**YOUR TASK**
When a line in the records contains the string "symbols", copy that line.

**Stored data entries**
━━━━━━━━
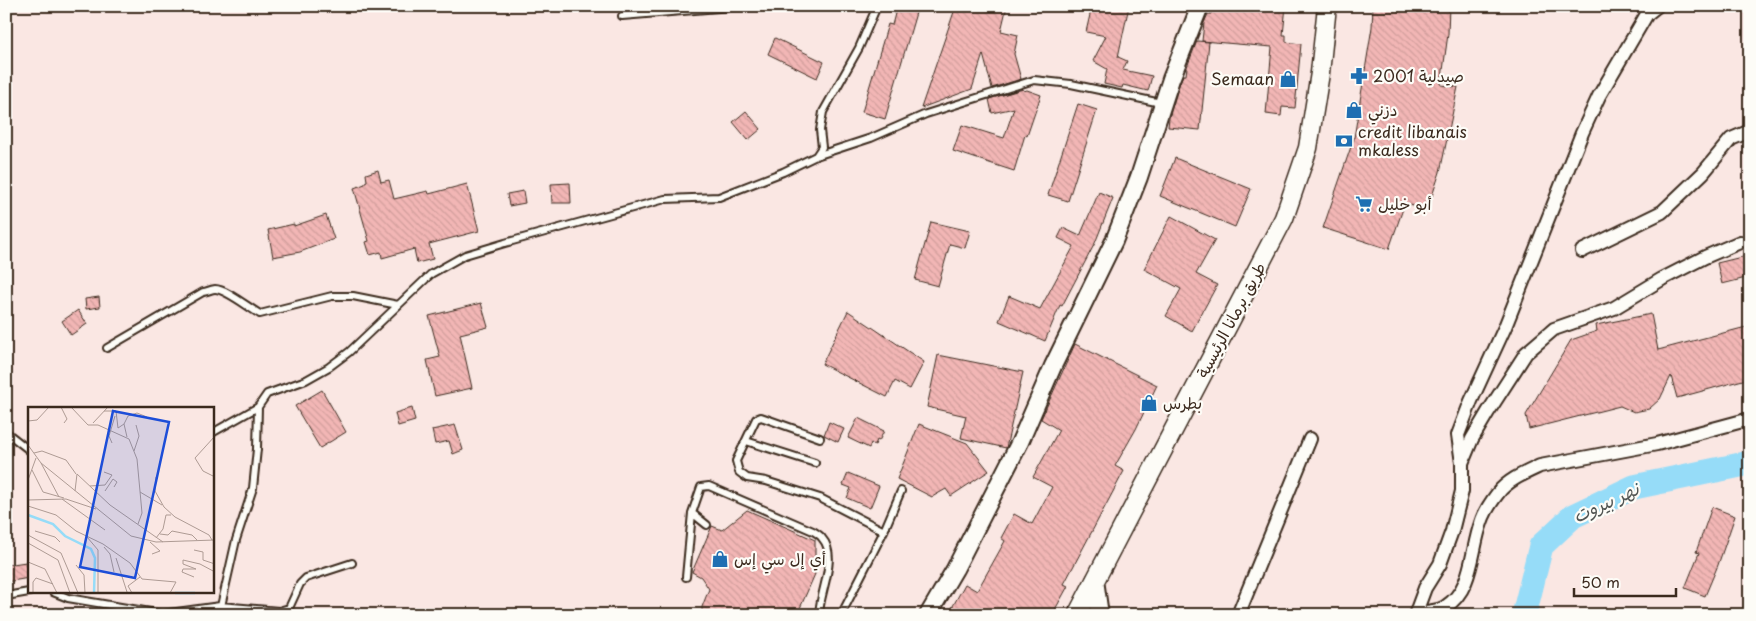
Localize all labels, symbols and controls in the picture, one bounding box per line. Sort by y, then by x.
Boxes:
place label: صيدلية 2001 [1373,63,1464,87]
place label: Semaan [1211,66,1274,90]
pharmacy icon: صيدلية 2001 [1349,66,1369,86]
shop icon: Semaan [1278,69,1298,89]
place label: دزني [1368,97,1398,125]
shop icon: دزني [1344,100,1364,120]
place label: credit libanais mkaless [1358,119,1467,161]
bank icon: credit libanais mkaless [1334,131,1354,151]
place label: أبو خليل [1378,191,1432,215]
supermarket icon: أبو خليل [1354,194,1374,214]
street label: طريق برمانا الرئيسية [1190,258,1271,382]
place label: بطرس [1163,390,1202,414]
shop icon: بطرس [1139,393,1159,413]
inset map [28,407,214,594]
water label: نهر بيروت [1568,474,1645,529]
place label: أي إل سي إس [734,546,826,574]
shop icon: أي إل سي إس [710,549,730,569]
scale bar [1574,566,1676,598]
text: 50 m [1581,570,1620,593]

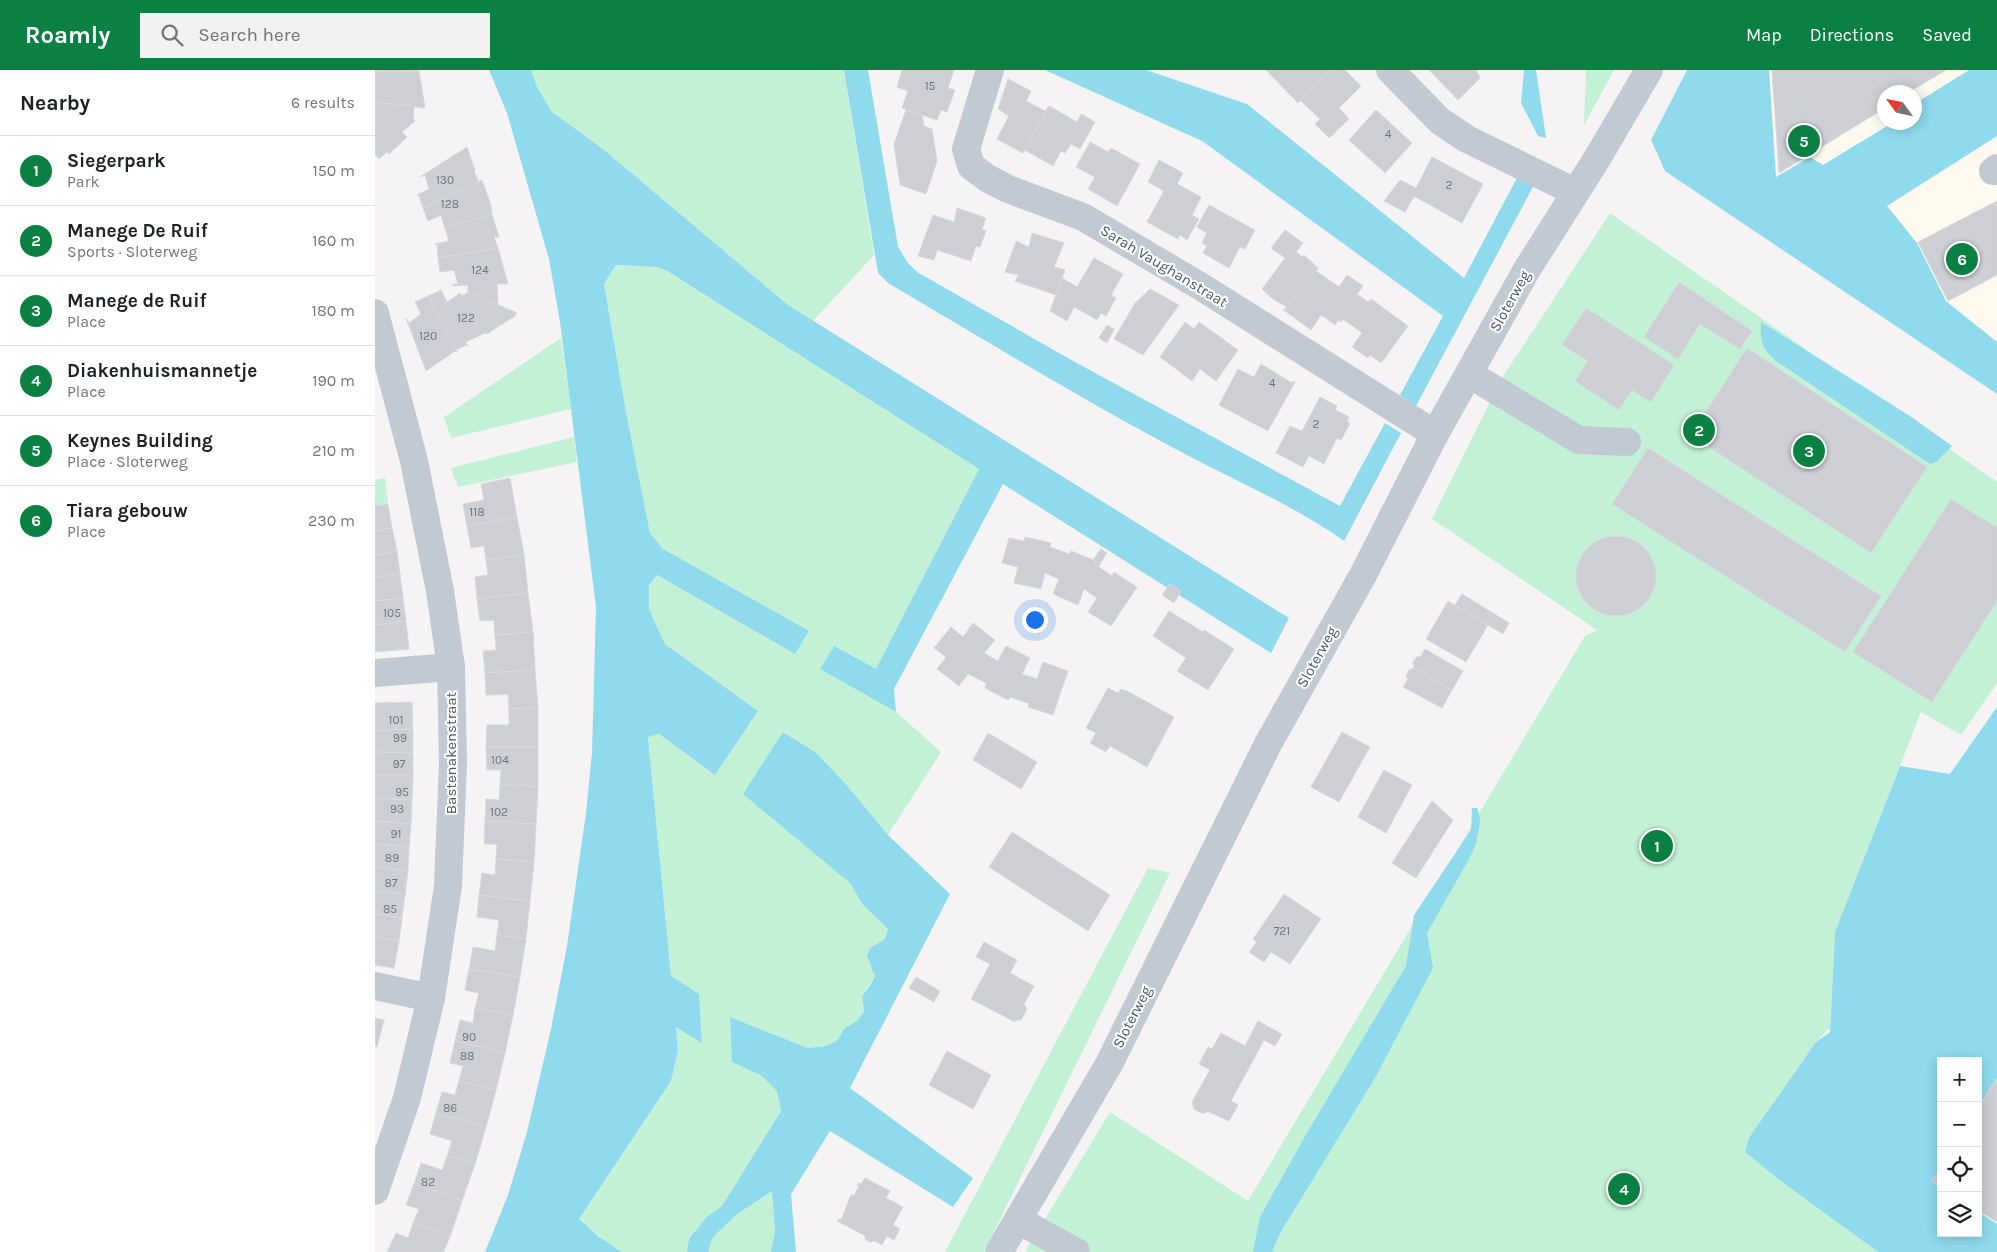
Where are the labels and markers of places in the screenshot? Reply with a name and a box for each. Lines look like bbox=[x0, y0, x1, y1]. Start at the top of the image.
pin: 5 bbox=[1788, 122, 1820, 160]
pin: 6 bbox=[1946, 240, 1978, 278]
pin: 2 bbox=[1683, 411, 1715, 449]
pin: 3 bbox=[1793, 432, 1825, 470]
pin: 1 bbox=[1641, 827, 1673, 865]
pin: 4 bbox=[1608, 1170, 1640, 1208]

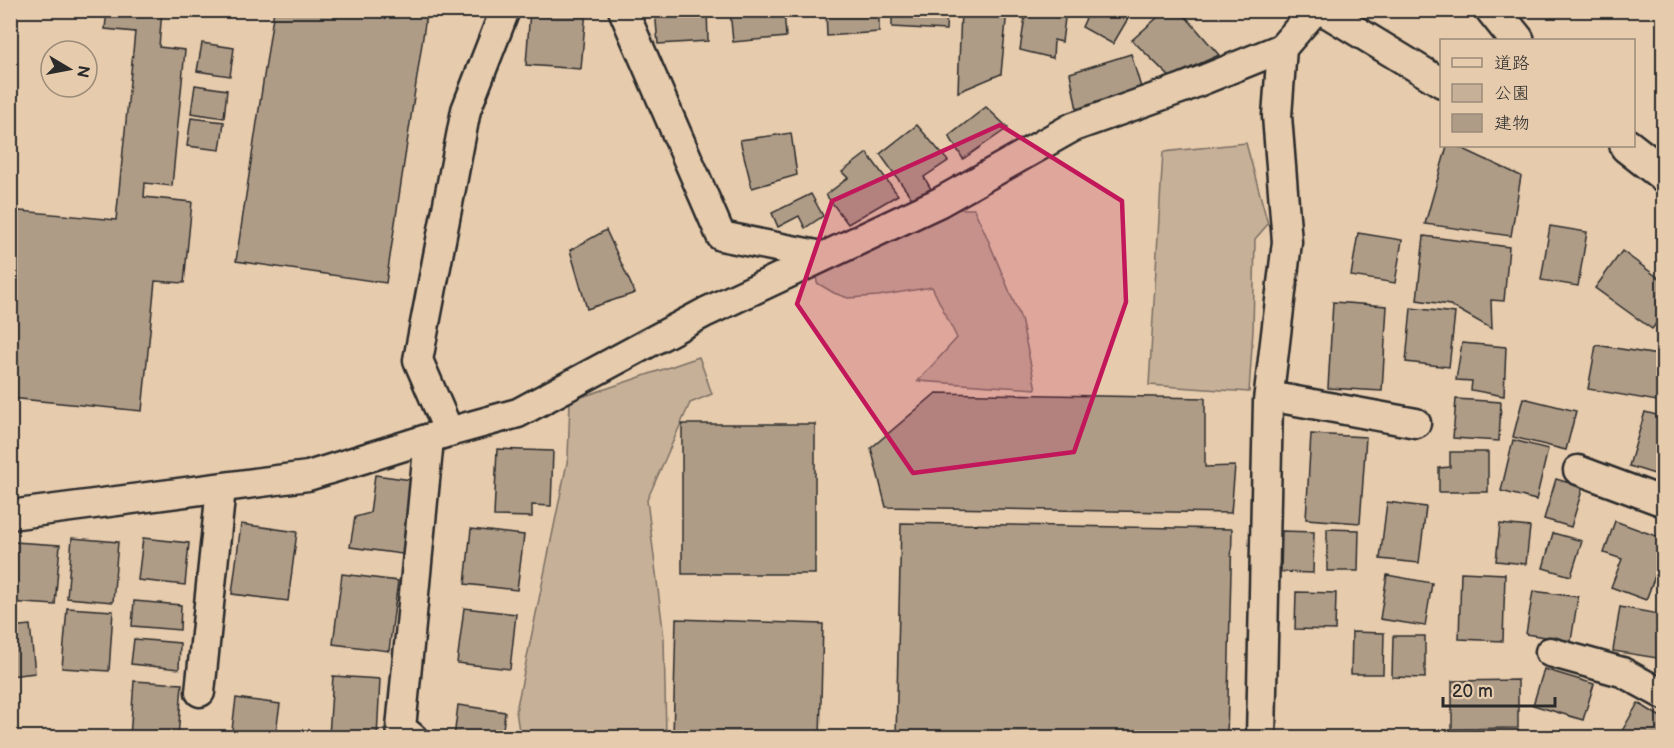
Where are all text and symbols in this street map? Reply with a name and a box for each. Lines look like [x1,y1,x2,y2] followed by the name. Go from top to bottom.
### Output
[39,39,99,99] north arrow
[1440,39,1635,147] legend
[1494,53,1530,74] text: 道路
[72,64,93,79] text: N
[1494,83,1530,104] text: 公園
[1494,113,1530,134] text: 建物
[1443,670,1556,708] scale bar
[1452,681,1493,702] text: 20 m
━━━━━━━━
**TASK OUTPUT**
Localize all labels, symbols and controls in the picture, one bounding box per line. Sort by y, then by x.
Where are all text and symbols in this street map? Reply with a name and a box for each. Lines look like [x1,y1,x2,y2] followed by the name. Go from top to bottom.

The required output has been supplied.